BIHR's consultation response

CQC's Consultation

The Department for Health & Social Care decided to introduce secondary legislation in the form of a new fundamental standard. This is Regulation 9A: Visiting and accompanying in care homes, hospitals and hospices

The regulation says that visiting rights can be restricted in "exceptional circumstances" but does not include a list of such circumstances.

After the Department for Health & Social Care's consultation concluded, the Care Quality Commission (CQC) launched a new consultation on guidance to accompany the regulation. This is designed to support practitioners to put the law into action.

BIHR's response to CQC

We wrote to the CQC highlighting a number of concerns with their proposed draft guidance:

  1. The draft guidance did not reference the Human Rights Act at all.

  2. The draft guidance did not set out the legal test already established under the Human Rights Act for restricting rights i.e. any restriction must be lawful, legitimate and proportionate.

  3. The draft guidance did not make specific reference to the right to private and family life and the right to liberty.

CQC's final guidance

CQC has now published their final guidance and have made a number of important changes based on the consultation responses, including:

Reference to the Human Rights Act:

BIHR said: “We are concerned not to see the requirements of the Human Rights Act listed amongst these other key bits of legislation... we ask that CQC consider the addition of a sentence here which reads “policy and practice around visiting must be compatible with the HRA.”

The consultation analysis said: “A few respondents raise other concerns, which include:… Absence of the Human Rights Act (HRA) from any statements of relevant related legislation”

The final guidance said: “A human rights-based approach to decision making can support providers in enabling visiting and accompaniment and when considering restrictions in complex situations.
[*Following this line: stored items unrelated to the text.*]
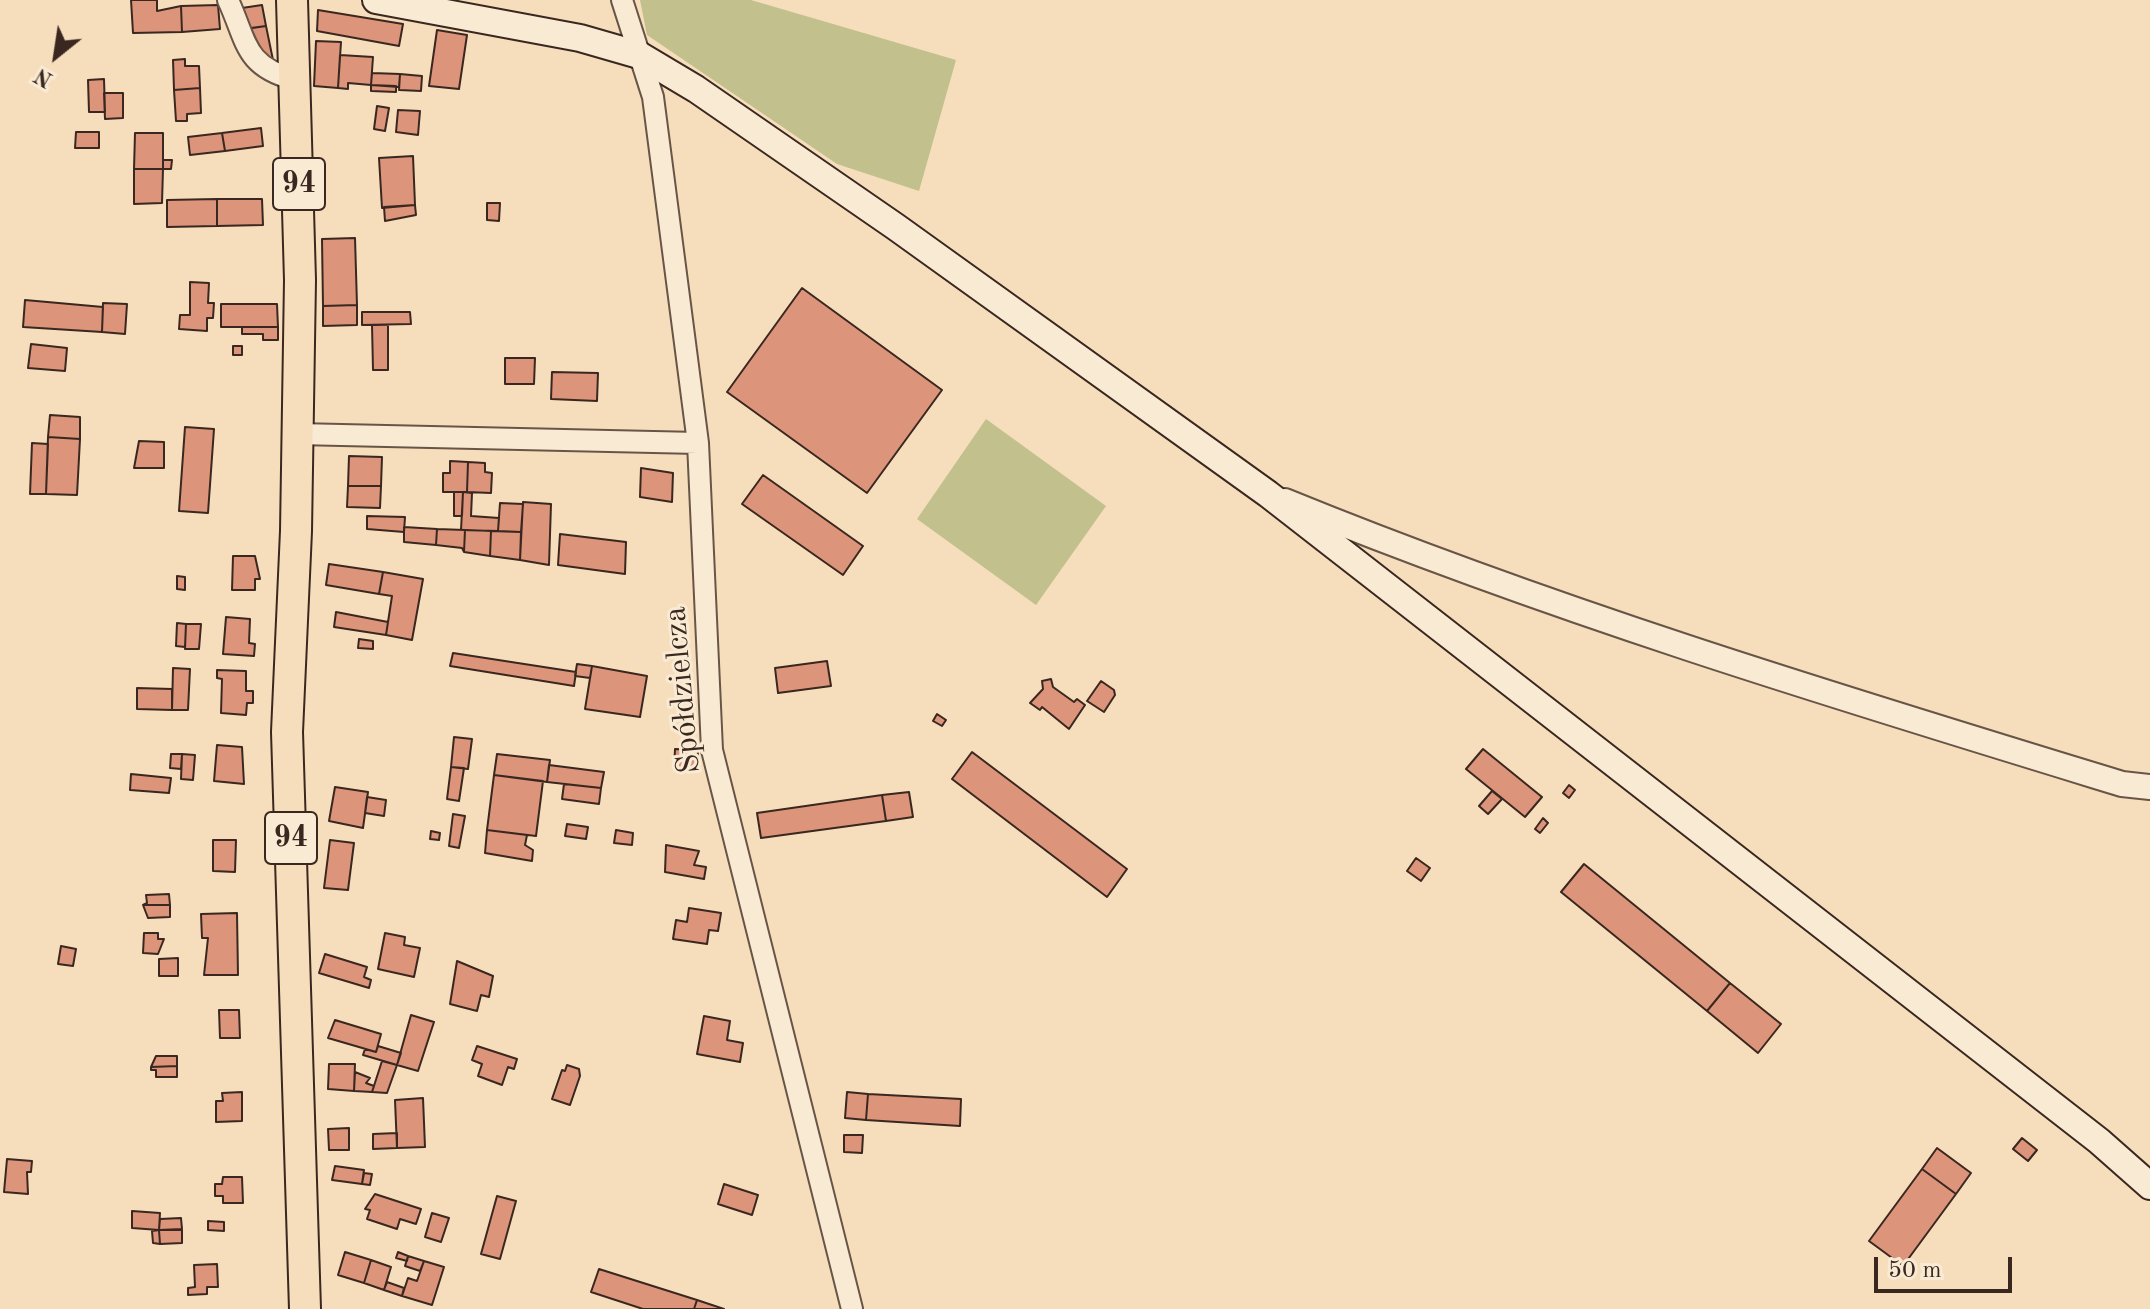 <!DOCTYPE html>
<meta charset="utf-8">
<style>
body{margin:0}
#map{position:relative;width:2150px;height:1309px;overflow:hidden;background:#f6debc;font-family:"Old Standard TT",serif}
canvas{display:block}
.north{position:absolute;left:16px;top:16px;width:80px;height:80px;-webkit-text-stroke:6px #f9ead3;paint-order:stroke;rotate:210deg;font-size:22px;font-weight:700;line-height:32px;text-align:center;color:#3a2720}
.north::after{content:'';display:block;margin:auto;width:28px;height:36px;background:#3a2720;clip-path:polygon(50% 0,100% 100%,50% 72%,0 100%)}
.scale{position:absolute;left:1874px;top:1257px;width:138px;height:36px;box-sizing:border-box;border:4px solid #3a2720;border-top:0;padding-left:10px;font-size:24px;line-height:28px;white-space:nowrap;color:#3a2720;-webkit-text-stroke:6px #f9ead3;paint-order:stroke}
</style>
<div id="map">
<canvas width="2150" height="1309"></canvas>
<div class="north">N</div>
<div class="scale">50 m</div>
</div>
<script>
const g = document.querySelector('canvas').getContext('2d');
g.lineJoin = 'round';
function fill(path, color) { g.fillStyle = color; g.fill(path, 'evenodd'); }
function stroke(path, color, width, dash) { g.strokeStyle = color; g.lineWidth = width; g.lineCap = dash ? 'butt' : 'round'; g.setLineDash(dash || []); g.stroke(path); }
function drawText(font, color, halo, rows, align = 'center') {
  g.font = font + ' "Old Standard TT",serif'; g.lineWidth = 6; g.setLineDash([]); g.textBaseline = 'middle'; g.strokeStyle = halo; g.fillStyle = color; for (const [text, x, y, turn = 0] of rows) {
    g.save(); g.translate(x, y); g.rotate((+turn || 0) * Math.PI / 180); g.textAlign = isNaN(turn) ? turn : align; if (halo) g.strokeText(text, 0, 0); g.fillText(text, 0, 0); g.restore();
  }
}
fill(new Path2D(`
 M640 0H751L956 60 919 191 837 164 647 35Z
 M986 419 1106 506 1036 605 917 519Z`), '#c2c08d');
const building = new Path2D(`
 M131 0H157V11L181 6 182 32 133 33Z
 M218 5 220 29 182 32 181 6Z
 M262 5 266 26 246 29 242 8Z
 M318 10 403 24 399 46 317 31Z
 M266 26 273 60 258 62 251 28Z
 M437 30 467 35 459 89 429 86Z
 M316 41 341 42 338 88 314 86Z
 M340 55 373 57 371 85 348 83V89L338 88Z
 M185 59V66H199L200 88 174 90 173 60Z
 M372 73 400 74 399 87 371 85Z
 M400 74 422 76 421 91 399 90Z
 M104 79 105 112H89L88 80Z
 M371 85 396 86V92L371 91Z
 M200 88 201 113 187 114V121H176L174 90Z
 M104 93H123V118L105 119Z
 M377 106 389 108 385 131 374 129Z
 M398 110 420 111 418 135 396 132Z
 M261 128 263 146 225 151 222 133Z
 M76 132H99V148H75Z
 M135 133H163V169H134Z
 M222 133 225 151 190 155 188 137Z
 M413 156 415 205 382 208 379 158Z
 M163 160H172L171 169H163Z
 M134 169H163L162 203 134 204Z
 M217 199H262L263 225 217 226Z
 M217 199V226L167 227V200Z
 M487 203H500L499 221 487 220Z
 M415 205 416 215 385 221 384 207Z
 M355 238 357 305 323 306 322 239Z
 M190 282 209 283 208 303H214L213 318H207V331L179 329 180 315H190Z
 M802 288 942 390 867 493 727 392Z
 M25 300 103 307 102 332 23 327Z
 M103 303 127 304 125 334 102 332Z
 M221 304H277L278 327H221Z
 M357 305V325L323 326V306Z
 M362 312H410L411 324 362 325Z
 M372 325H388V370H373Z
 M242 327H278V340H263V334H242Z
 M31 344 67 348 65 371 28 368Z
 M233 346H242V355H233Z
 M505 358H535L534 384H505Z
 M552 372 598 373 597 401 551 399Z
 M50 415 80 417V439L48 437Z
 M185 427 214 429 208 513 179 511Z
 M48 437 80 439 77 495 46 494Z
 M139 441 164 442V468H134Z
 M32 443 48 444 46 494H30Z
 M349 456 382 457 381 486H348Z
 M450 461 468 462 467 492H443V473H450Z
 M468 462 485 463V472L492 473 491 493 467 492Z
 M641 468 673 473 672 502 640 497Z
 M763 475 863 546 843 575 742 504Z
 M348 486H381L380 508 347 507Z
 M454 492H463L462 516H454Z
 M463 492 472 493 471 516 499 518 498 531 461 530Z
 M523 502 551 504 549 565 520 560Z
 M500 503 523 504 521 532 498 531Z
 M367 516 405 517 404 532 367 529Z
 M404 527 437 529 436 545 404 542Z
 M437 529 465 530 464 552 462 548 436 545Z
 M465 530 491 531 490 556 464 552Z
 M491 531 521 532 520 560 490 556Z
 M560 534 626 542 625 574 558 565Z
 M233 556H255L260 579H255V590H232Z
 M329 564 383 572 379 594 326 585Z
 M383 572 423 579 412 640 386 635 392 596 379 594Z
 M177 576 185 577V590L177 589Z
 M336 612 388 622 386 635 334 627Z
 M226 617 250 619 249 643 255 644 254 656 223 654Z
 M177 623 186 624 185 647 176 646Z
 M186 624H201L199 649H185Z
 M359 639 373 641V649L358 648Z
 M453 653 576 672 574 686 450 666Z
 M827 661 831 686 778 693 775 668Z
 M577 664 592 666 590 678 575 676Z
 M592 666 647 676 640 717 585 709Z
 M173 668 190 669 188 710H172Z
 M217 670 246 671V691H253V703H247L246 715 221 713 222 679 217 678Z
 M1051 679 1053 687 1074 702 1077 699 1085 705 1069 729 1042 707 1040 710 1030 703 1043 689 1042 681Z
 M1101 681 1114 690 1115 695 1104 712 1087 701Z
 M137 688 172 689V710L137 709Z
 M937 714 946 720 942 726 933 721Z
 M454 737 472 739 468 769 451 767Z
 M217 745 242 747 244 784 214 781Z
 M675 749 698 750 697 770 674 769Z
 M1483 749 1542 797 1525 817 1466 769Z
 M972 752 1127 869 1107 897 952 779Z
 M171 754H182L181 769 170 768Z
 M182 754 195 755 193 780 181 779Z
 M497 754 550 760 547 782 494 775Z
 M549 765 604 772 601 788 547 782Z
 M451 767 464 768 459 801 447 799Z
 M131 774 171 778 169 793 130 790Z
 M494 775 543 781 536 836 487 830Z
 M564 784 601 788 599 804 562 799Z
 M1569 785 1575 790 1569 798 1563 793Z
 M335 787 368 792 363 828 329 821Z
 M1492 791 1502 799 1488 814 1479 806Z
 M909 792 913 817 886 821 882 795Z
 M882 795 886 821 761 838 757 813Z
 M367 797 386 800 384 816 365 813Z
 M453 814 465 816 459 848 449 846Z
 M1543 818 1548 823 1540 833 1535 829Z
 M567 824 588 827 586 839 565 836Z
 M487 830 527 835 525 845 533 850 532 861 485 853Z
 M616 830 633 833 632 845 614 843Z
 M431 831 440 833 439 840 430 839Z
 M213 840H236L235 872 213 871Z
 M330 840 354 843 348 890 324 888Z
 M666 845 699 851 694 865 706 867 704 879 665 872Z
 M1416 858 1430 868 1421 881 1407 871Z
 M1584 864 1730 983 1707 1011 1561 892Z
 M169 894 170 905H143L147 903 146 895Z
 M143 905H170V917L148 918Z
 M689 908 721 913 718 931 709 930 707 944 673 939 676 920 687 922Z
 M237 913 238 975H204L208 938H202L201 914Z
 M144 933H158V939H164L158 954 143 953Z
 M385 933 405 937 404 945 420 948 414 977 378 969Z
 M61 946 76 949 73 966 58 964Z
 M325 954 367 967 364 977 371 980 369 988 319 973Z
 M178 958V976H159V959Z
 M457 961 493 976 489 997 481 995 477 1011 450 1004Z
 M1730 983 1781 1024 1758 1053 1707 1011Z
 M219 1010H239L240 1038H220Z
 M411 1015 434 1022 418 1071 397 1065Z
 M704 1016 730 1021 727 1040 743 1043 740 1062 697 1054Z
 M335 1020 381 1034 376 1052 328 1038Z
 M378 1046 401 1053 397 1065 363 1055 365 1049 376 1052Z
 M477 1046 517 1059 514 1069 508 1067 502 1085 478 1076 482 1064 472 1060Z
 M156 1056H177V1066L151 1067Z
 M382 1061 397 1065 387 1093 372 1092Z
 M329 1064H355L354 1091 328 1089Z
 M567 1065 579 1069 580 1076 570 1105 552 1099 562 1070 565 1071Z
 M177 1066V1077H156V1070H151V1067Z
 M355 1072 370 1078 366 1083 374 1086 372 1092 354 1091Z
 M242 1092V1121L216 1122V1101H223L222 1093Z
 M847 1092 868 1094 866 1120 845 1118Z
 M868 1094 961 1099 960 1126 866 1120Z
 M423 1098 425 1147 397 1148 395 1100Z
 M349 1128V1150H329L328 1129Z
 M397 1133V1148L373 1149V1134Z
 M844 1135H863L862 1153 844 1152Z
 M2022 1138 2037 1150 2028 1161 2013 1149Z
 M1937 1148 1971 1173 1956 1194 1922 1169Z
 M7 1159 32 1161 31 1172H27L28 1194 4 1192Z
 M335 1166 364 1170 362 1184 332 1180Z
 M1922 1169 1956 1194 1903 1266 1869 1241Z
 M364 1173 372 1174 370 1185 362 1184Z
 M223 1177H242L243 1203H223V1196H215V1184H222Z
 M724 1184 758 1195 752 1215 718 1204Z
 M375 1194 421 1209 416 1224 400 1219 397 1229 367 1219 370 1210 365 1209Z
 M497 1196 516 1201 500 1259 481 1254Z
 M132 1211 160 1213 159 1230 132 1228Z
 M432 1213 449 1218 441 1242 425 1237Z
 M181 1218 182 1229 159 1230 160 1219Z
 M208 1221 224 1222V1231L208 1230Z
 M159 1230 160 1244 153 1243 152 1231Z
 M159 1230H182V1243L160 1244Z
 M345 1252 371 1260 364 1283 338 1275Z
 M398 1252 408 1256 407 1261 396 1258Z
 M408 1256 424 1261 420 1271 405 1266Z
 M371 1260 391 1267 384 1290 364 1283Z
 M424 1261 444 1267 432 1305 402 1296 408 1278 417 1281Z
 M217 1264 218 1287H207V1294L188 1295V1288L195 1287 194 1265Z
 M599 1269 697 1300 694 1309H643L591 1292Z
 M387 1282 404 1288 402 1296 384 1290Z
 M697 1300 724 1309H694Z`);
fill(building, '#dc947a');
stroke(building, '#3a2720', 2);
const minor = new Path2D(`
 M228 0C247 41 244 66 293 79
 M622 0 653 97 698 443 712 750 852 1309
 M297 434 698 443`);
const tertiary = new Path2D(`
 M1285 501C1557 612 1841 698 2122 784L2150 787`);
const secondary = new Path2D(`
 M376 0 580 38 639 55 696 89 896 227 1268 494 2099 1141 2150 1186`);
const primary = new Path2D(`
 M292 0 300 280 296 531 287 732 305 1309`);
stroke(minor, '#695547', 24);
stroke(tertiary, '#695547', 28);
stroke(secondary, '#3a2720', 30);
stroke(primary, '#3a2720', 34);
stroke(minor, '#f9ead3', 20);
stroke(tertiary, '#f9ead3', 24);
stroke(secondary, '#f9ead3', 26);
stroke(primary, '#f6debc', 30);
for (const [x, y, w] of [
 [299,184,52],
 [291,838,52]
]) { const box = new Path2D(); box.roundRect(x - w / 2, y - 26, w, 52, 6); g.fillStyle = '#f9ead3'; g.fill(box); stroke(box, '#3a2720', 2); }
drawText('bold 30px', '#3a2720', null, [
 ["94",299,184],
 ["94",291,838]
]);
drawText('32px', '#3a2720', '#f9ead3', [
 ["Spółdzielcza",683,690,-95]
]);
</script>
This includes considering the appropriate balance between a person's right to private and family life, independence, choice and control, risk and safety. Providers must consider whether restrictions are lawful, legitimate and proportionate.”

and “Providers must also work within the requirements of the Human Rights Act 1998 and the Equality Act 2010, including the Public Sector Equality Duty, where applicable, and make reasonable adjustments.”


Reference to the right to private life and the lawful, legitimate and proportionate test:

BIHR said: “We are equally disappointed not to see mention of the right to private, family life, home and correspondence (Article 8, HRA) under which public officials must already ensure any restriction on visiting meets a legal test.”

The consultation analysis said: This issue was not explicitly highlighted in the consultation analysis.

The final guidance said: “A human rights-based approach to decision making can support providers in enabling visiting and accompaniment and when considering restrictions in complex situations. This includes considering the appropriate balance between a person's right to private and family life, independence, choice and control, risk and safety. Providers must consider whether restrictions are lawful, legitimate and proportionate.”

and “Providers must consider that any restriction to a person's right to receive visitors is lawful, has a legitimate aim and is proportionate. Proportionate means that there is the least restriction possible to achieve the aim.”

and “Providers must keep a record of any assessment and decisions on visiting. They should be able to demonstrate:… how the balance of the person's rights has been considered; whether restrictions are lawful, legitimate and proportionate; whether they have implemented any mitigations to make sure they have used the least restrictive, most reasonable option when they have reviewed the restrictions.”